Finally, your CV should be a concise document, and include only the most relevant points for the position you are applying for. The ideal CV is one page long, but two pages are acceptable for someone with more extensive experience. A good way to keep your CV concise is by using bullet points throughout. Avoid writing paragraphs, not only do they take up too much space, but they also make the CV less reader friendly. Remember that recruiters and hiring managers receive hundreds of CVs every day, meaning that it’s impossible for them to read any one CV from start to finish. They simply skim for key information to help them decide whether to move you forward in the recruiting process or not, so make it easy for them to find exactly what they’re looking for.

Furthermore, quality over quantity is the golden rule to CV writing. Remember that your resume is not your entire career profile, it does not have to contain every detail of your working life, only that which is most relevant to the job description and the company you’re hoping to work for soon. Sending in a concise and relevant CV will not only make it easier for the hiring manager to identify all your suitable competencies and experience, but will also show that you’re an effective communicator too!
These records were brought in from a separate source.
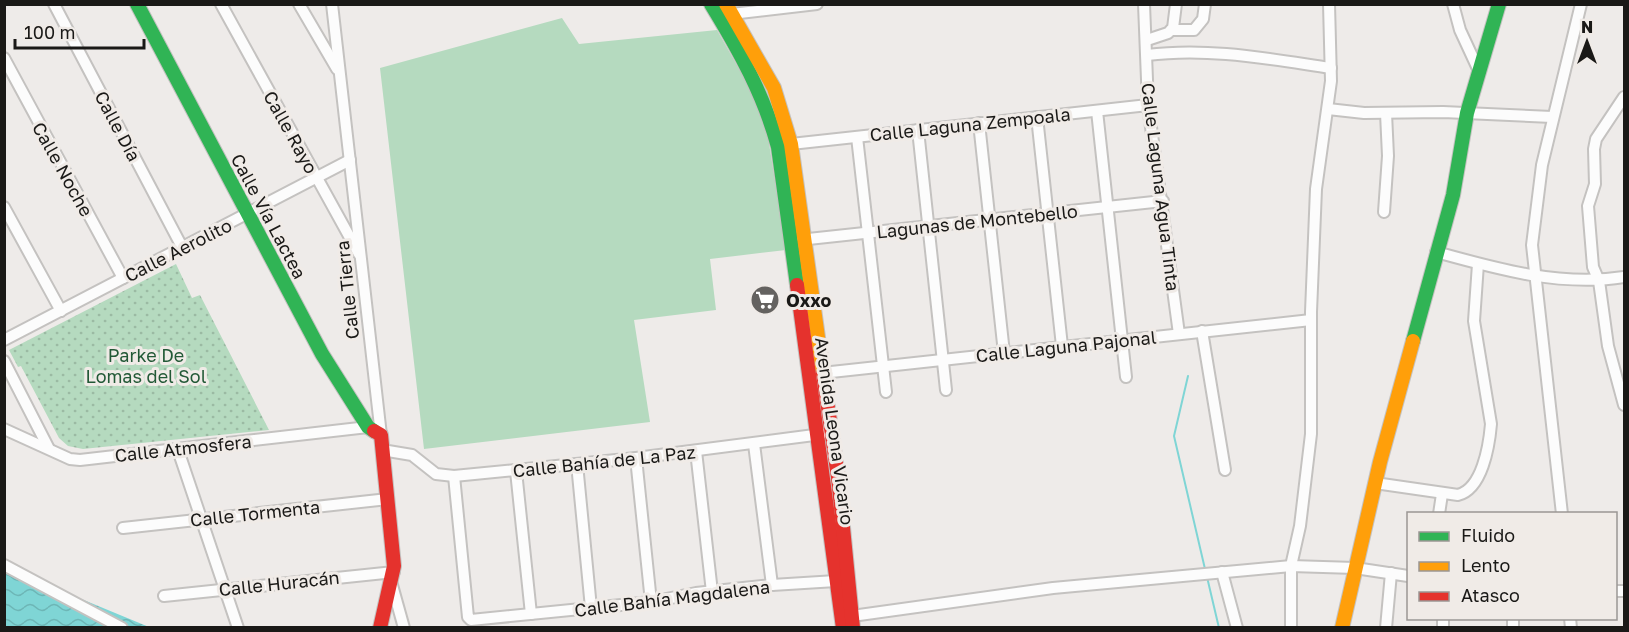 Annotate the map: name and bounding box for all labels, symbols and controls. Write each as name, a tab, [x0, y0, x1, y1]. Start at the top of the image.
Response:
scale bar	[15, 12, 144, 50]
north arrow	[1557, 12, 1617, 72]
text: N	[1581, 17, 1593, 37]
text: 100 m	[24, 21, 75, 43]
street label: Calle Laguna Agua Tinta	[1137, 82, 1185, 292]
street label: Calle Día	[90, 87, 146, 165]
street label: Calle Rayo	[259, 87, 323, 177]
street label: Calle Laguna Zempoala	[869, 103, 1071, 145]
street label: Calle Noche	[28, 118, 98, 220]
street label: Calle Vía Lactea	[227, 150, 311, 282]
street label: Lagunas de Montebello	[875, 199, 1079, 243]
street label: Calle Aerolito	[121, 214, 235, 286]
street label: Calle Tierra	[331, 240, 363, 340]
supermarket icon: Oxxo	[749, 284, 781, 316]
place label: Oxxo	[786, 289, 831, 311]
street label: Calle Laguna Pajonal	[975, 326, 1158, 366]
street label: Avenida Leona Vicario	[811, 336, 859, 526]
park label: Parke De Lomas del Sol	[86, 344, 207, 387]
street label: Calle Atmosfera	[114, 430, 252, 466]
street label: Calle Bahía de La Paz	[512, 440, 696, 482]
street label: Calle Tormenta	[189, 495, 321, 531]
legend	[1407, 512, 1617, 620]
text: Fluido	[1461, 524, 1515, 546]
text: Lento	[1461, 554, 1510, 576]
street label: Calle Huracán	[218, 566, 340, 600]
street label: Calle Bahía Magdalena	[573, 575, 771, 621]
text: Atasco	[1461, 584, 1520, 606]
As you begin applying these tips, you may find yourself saving a lot of time and effort in your job search, as sending out a few strategic CVs can be far more effective than sending out tens of generic ones. We hope the above tips will help you create an outstanding resume that differentiates you from the crowd and helps you land your dream job within your desired industry and company. The team at Head Hunt International wishes you every success in your career. Good luck!